━━━ RECORDS PROVIDED
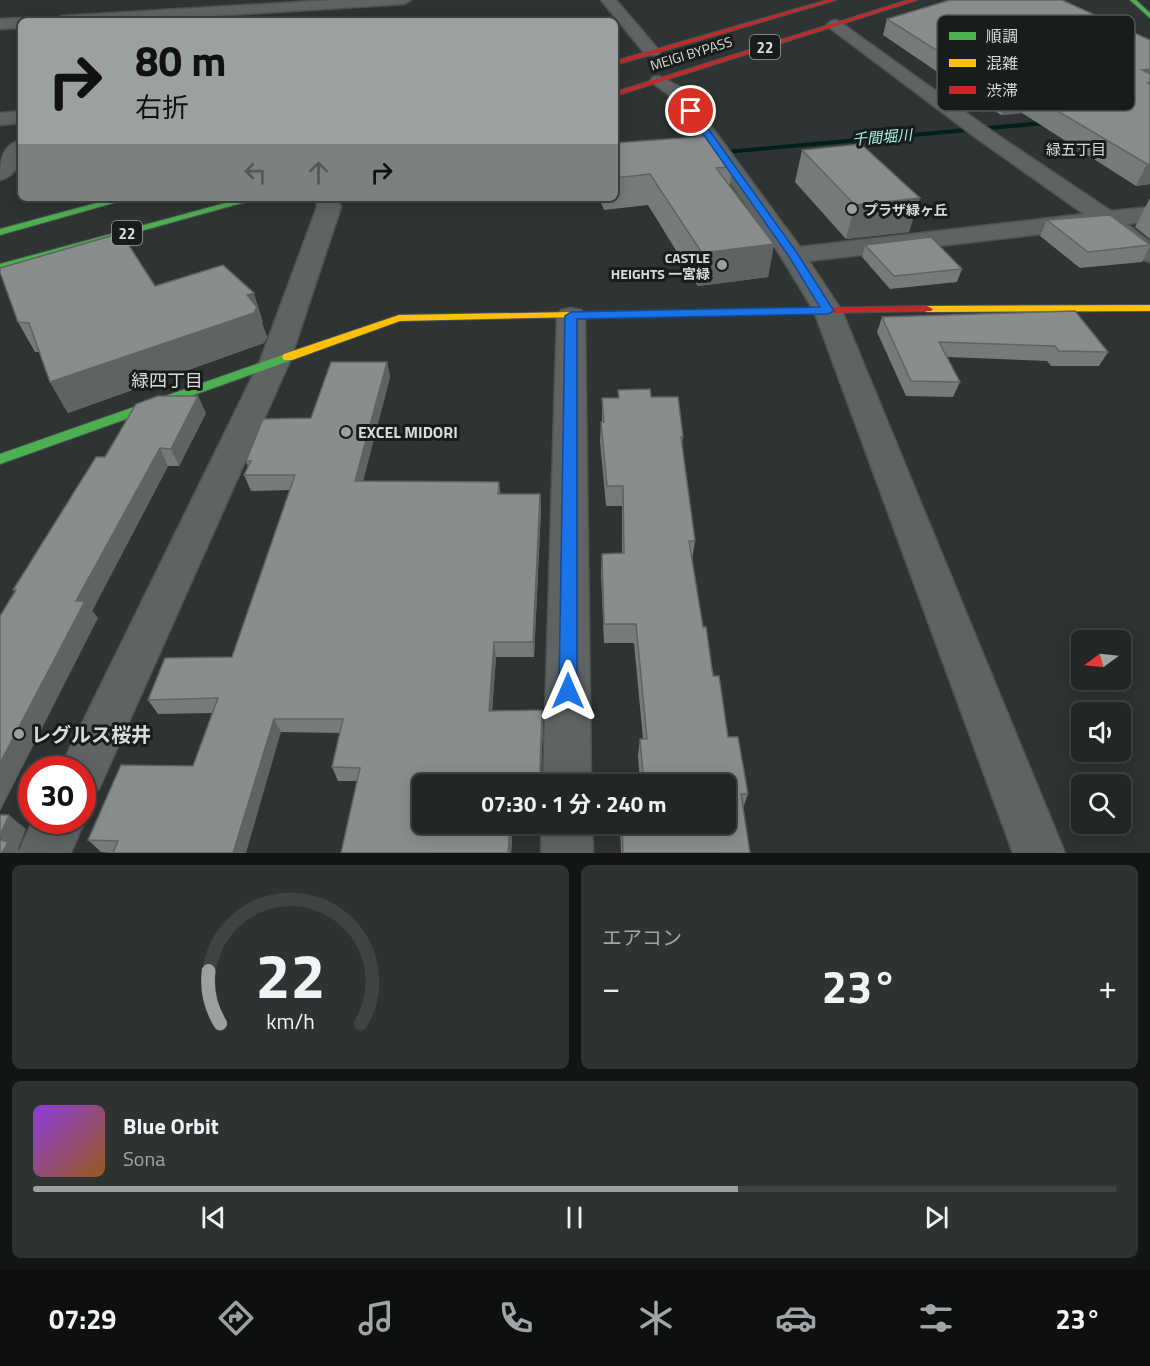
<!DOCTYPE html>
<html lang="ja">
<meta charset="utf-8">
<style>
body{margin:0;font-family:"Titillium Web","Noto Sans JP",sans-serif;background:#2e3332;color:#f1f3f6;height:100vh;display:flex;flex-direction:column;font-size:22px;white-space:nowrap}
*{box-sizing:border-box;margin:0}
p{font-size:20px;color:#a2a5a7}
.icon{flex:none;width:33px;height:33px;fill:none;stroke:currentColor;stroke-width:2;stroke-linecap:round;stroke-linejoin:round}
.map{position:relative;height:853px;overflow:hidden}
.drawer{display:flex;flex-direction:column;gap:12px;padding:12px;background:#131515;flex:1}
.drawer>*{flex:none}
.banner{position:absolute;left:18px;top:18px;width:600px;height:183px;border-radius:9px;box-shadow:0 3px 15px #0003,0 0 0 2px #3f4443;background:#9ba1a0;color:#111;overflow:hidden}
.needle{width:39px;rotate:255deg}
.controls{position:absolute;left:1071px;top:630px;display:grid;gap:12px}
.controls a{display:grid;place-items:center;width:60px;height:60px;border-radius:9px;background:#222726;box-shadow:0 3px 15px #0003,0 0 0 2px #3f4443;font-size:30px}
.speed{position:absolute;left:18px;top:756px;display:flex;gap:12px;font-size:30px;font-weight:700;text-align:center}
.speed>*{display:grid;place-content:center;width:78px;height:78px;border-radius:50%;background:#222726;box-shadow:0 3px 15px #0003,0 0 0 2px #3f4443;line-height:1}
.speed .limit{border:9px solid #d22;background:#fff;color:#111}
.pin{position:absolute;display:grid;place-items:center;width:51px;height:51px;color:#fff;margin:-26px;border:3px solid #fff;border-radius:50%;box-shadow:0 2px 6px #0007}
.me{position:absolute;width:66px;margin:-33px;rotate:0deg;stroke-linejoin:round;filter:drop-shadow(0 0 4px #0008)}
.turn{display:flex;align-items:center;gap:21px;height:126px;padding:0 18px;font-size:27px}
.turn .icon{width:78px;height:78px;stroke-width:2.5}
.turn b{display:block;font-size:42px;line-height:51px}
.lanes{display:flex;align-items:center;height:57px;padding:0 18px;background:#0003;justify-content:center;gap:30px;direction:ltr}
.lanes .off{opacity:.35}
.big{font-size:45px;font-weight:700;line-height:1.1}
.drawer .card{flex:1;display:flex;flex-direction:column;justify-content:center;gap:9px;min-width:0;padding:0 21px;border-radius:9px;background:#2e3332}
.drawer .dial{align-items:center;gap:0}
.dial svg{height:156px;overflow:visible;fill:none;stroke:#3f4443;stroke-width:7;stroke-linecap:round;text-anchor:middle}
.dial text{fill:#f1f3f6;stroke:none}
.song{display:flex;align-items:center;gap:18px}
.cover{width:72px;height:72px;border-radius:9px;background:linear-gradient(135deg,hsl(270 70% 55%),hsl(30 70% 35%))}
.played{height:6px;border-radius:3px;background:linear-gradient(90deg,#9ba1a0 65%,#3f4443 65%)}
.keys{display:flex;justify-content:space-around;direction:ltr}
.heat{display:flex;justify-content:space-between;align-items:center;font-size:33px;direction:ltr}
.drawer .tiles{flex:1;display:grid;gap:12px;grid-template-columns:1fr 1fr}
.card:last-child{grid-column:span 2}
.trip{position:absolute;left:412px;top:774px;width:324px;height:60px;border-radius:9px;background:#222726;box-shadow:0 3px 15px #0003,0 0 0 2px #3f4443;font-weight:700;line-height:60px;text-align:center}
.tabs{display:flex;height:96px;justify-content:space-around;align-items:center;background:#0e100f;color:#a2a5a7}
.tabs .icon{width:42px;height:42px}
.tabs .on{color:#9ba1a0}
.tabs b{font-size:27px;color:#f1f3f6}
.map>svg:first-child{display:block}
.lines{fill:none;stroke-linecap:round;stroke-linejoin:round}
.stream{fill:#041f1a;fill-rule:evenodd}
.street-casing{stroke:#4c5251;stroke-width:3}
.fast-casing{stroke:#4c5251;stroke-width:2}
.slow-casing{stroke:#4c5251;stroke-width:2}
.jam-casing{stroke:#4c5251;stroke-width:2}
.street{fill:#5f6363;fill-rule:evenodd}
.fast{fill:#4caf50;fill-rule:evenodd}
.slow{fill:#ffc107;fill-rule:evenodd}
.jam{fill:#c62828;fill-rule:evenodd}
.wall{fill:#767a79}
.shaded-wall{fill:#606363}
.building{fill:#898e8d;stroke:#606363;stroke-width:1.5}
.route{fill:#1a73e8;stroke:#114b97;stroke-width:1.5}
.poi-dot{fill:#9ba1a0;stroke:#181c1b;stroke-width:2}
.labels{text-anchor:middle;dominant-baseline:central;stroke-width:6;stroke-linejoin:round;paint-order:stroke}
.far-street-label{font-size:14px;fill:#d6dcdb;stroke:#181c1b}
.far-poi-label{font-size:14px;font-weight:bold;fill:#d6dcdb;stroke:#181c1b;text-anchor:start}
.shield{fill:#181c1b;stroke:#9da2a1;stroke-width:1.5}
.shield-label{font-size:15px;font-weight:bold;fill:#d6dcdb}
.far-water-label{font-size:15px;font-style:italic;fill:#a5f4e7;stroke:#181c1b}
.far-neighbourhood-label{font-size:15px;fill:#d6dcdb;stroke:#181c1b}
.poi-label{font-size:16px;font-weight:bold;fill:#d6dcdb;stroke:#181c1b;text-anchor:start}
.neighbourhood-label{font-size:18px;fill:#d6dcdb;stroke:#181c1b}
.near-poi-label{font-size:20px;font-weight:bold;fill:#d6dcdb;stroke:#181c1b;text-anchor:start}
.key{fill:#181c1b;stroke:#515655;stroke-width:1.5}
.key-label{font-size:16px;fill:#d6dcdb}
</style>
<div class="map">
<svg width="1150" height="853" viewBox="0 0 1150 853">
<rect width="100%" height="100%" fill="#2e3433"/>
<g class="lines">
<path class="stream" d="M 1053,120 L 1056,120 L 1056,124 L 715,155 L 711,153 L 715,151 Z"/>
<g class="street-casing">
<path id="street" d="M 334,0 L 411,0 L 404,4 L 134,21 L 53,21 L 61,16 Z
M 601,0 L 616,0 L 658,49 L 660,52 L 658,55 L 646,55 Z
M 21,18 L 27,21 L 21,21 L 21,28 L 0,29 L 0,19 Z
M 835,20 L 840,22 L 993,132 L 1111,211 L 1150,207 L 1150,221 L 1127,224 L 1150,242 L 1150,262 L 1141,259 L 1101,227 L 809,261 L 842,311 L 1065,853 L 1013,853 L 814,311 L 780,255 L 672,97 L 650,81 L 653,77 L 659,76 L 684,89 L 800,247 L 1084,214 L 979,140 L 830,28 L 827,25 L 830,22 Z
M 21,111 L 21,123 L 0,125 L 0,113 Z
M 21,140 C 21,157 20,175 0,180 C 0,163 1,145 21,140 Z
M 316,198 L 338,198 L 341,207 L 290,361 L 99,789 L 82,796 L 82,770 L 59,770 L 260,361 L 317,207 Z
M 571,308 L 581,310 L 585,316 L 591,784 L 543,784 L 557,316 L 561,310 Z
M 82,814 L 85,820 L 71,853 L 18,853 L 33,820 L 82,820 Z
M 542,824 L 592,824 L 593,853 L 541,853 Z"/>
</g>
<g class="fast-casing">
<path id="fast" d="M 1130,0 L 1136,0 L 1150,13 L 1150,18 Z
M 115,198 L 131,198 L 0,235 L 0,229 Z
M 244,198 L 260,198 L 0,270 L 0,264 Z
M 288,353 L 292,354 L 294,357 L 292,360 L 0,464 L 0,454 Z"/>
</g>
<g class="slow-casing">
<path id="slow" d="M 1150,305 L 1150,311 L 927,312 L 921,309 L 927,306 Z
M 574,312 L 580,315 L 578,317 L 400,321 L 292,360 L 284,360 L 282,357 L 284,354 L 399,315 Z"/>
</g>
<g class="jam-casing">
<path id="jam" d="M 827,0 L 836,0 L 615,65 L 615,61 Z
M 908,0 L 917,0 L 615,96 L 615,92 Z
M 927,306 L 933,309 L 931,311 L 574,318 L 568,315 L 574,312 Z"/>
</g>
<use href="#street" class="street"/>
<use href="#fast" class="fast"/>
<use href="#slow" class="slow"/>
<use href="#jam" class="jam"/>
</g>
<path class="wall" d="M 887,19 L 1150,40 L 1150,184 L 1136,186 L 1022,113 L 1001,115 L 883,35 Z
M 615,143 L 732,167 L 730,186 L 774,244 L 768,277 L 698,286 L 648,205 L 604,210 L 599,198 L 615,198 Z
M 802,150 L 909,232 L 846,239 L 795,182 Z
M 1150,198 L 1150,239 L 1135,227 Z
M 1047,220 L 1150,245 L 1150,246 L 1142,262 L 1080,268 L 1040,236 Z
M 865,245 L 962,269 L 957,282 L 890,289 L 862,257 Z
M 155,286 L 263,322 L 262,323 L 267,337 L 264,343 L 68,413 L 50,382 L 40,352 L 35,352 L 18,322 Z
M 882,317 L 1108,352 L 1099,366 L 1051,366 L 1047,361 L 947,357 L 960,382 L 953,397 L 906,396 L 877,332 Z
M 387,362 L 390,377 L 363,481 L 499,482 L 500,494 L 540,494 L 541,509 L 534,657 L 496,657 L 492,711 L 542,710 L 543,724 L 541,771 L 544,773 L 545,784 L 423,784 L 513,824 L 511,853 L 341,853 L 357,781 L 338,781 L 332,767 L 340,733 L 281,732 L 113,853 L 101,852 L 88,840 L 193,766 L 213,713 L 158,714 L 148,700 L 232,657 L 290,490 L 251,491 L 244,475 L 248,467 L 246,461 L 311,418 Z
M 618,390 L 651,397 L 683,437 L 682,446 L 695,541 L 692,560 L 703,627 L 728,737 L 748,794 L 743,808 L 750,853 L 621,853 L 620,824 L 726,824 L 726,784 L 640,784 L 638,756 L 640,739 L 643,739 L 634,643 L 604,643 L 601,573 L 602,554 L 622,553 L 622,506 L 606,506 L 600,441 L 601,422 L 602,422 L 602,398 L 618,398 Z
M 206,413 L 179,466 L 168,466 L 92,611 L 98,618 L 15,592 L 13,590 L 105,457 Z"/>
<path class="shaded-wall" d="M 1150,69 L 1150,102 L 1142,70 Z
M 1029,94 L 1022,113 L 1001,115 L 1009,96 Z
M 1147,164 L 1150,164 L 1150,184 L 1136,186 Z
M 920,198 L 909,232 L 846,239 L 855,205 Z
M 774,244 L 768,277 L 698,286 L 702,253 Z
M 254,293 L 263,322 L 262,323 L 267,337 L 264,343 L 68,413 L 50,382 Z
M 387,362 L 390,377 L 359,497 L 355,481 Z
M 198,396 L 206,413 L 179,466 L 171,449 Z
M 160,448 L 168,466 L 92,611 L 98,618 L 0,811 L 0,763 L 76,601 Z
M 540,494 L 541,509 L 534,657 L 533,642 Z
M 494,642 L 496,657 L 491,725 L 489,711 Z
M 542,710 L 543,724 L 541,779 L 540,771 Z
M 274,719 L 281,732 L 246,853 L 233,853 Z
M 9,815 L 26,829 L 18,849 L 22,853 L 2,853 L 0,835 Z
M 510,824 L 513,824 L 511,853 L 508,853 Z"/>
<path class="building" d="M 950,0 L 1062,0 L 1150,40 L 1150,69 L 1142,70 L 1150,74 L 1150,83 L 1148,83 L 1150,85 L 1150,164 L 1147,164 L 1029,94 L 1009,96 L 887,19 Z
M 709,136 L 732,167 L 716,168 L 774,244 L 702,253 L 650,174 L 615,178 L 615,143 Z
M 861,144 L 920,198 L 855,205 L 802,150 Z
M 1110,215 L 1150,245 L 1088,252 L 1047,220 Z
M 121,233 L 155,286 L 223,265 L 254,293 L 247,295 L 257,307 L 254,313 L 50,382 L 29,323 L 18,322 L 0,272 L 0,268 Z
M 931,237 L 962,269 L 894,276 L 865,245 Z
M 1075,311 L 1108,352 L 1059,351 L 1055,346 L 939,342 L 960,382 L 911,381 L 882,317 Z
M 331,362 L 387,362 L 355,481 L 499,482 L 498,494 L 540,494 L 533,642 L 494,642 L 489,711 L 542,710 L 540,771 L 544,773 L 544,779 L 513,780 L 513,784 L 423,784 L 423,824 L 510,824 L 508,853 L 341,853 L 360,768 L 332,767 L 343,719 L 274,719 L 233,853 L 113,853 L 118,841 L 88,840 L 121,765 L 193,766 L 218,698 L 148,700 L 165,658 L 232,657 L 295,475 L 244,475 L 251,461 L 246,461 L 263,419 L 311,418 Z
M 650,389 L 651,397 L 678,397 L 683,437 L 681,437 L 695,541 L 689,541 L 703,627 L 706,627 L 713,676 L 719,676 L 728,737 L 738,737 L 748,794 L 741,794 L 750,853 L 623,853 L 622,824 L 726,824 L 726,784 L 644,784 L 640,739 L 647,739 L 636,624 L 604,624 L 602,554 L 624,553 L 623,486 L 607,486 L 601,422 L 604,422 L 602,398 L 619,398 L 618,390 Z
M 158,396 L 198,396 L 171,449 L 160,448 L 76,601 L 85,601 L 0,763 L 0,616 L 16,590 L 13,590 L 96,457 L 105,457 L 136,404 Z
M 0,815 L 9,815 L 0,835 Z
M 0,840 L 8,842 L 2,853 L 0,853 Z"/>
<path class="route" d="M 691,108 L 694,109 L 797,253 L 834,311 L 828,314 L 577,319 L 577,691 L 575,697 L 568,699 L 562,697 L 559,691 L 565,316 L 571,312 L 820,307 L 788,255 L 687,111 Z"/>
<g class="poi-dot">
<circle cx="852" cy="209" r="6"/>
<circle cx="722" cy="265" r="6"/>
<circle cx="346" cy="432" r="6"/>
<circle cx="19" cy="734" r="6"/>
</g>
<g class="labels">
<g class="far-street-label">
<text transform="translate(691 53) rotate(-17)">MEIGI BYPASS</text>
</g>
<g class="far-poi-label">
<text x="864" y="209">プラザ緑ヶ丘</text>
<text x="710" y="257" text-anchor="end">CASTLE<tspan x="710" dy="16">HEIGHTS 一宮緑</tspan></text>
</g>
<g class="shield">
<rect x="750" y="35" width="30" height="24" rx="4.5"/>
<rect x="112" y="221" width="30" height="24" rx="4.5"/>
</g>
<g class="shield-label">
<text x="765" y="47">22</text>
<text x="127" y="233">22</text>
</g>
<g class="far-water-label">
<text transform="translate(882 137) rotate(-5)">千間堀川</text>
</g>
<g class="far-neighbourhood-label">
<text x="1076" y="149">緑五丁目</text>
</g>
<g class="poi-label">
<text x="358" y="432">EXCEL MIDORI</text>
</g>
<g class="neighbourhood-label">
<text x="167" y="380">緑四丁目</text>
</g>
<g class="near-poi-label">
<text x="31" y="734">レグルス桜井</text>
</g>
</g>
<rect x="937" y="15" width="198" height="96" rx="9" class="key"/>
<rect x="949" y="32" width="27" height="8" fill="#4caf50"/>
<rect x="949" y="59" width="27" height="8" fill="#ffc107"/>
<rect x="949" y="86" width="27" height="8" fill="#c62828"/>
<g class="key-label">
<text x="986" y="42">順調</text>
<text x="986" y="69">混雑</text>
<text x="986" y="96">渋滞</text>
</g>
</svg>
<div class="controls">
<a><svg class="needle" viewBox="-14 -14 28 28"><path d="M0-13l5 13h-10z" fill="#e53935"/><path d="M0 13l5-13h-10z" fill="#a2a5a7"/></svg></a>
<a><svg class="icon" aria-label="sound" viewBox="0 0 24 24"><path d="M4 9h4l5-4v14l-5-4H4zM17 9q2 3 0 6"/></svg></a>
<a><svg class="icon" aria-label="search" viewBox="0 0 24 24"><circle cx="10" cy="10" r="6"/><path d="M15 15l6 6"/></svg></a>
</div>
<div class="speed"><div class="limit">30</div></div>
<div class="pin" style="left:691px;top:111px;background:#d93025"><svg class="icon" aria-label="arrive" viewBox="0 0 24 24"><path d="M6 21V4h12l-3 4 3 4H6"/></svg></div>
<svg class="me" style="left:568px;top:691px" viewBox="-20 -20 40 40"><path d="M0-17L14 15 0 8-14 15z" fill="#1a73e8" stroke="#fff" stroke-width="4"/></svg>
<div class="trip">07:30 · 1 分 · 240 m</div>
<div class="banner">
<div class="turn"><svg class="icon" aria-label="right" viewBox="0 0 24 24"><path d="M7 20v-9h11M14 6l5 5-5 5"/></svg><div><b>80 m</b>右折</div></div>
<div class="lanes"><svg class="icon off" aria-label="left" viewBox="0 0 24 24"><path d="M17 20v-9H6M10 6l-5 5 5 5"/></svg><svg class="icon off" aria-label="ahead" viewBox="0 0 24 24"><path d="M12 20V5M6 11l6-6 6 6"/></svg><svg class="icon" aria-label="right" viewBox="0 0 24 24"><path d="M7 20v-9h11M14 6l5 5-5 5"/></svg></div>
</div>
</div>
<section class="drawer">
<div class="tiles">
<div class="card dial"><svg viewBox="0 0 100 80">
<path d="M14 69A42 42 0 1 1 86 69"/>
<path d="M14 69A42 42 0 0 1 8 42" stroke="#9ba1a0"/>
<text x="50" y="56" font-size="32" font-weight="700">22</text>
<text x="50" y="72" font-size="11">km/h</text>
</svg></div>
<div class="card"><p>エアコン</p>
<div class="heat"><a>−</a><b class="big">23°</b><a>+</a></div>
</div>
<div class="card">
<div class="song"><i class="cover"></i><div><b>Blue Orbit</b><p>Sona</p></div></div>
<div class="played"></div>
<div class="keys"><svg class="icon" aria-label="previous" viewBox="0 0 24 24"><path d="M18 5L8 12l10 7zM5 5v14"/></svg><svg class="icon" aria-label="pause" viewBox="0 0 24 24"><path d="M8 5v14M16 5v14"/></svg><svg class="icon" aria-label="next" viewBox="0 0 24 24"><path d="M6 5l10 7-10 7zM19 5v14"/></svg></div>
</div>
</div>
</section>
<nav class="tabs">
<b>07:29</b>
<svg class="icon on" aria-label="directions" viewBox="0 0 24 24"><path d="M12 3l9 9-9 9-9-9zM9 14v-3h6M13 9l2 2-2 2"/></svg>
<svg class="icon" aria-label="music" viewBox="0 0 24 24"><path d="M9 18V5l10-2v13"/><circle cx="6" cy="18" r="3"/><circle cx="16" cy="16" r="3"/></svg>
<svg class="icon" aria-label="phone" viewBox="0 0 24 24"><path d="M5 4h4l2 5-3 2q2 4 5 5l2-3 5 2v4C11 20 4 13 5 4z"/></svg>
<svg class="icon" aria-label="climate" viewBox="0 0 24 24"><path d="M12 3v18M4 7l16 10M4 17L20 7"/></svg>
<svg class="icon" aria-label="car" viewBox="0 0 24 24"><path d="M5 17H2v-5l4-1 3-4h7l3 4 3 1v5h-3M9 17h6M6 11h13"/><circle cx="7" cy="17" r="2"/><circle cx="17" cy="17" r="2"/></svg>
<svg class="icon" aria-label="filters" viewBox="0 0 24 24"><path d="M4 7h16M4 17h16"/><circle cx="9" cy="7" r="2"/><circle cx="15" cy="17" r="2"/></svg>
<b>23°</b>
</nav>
━━━━━━
AIM OF THE EXERCISE — All lines in the entries above that hold the word "solid" need to be copied.

ANSWER FOR THE TASK —
.speed .limit{border:9px solid #d22;background:#fff;color:#111}
.pin{position:absolute;display:grid;place-items:center;width:51px;height:51px;color:#fff;margin:-26px;border:3px solid #fff;border-radius:50%;box-shadow:0 2px 6px #0007}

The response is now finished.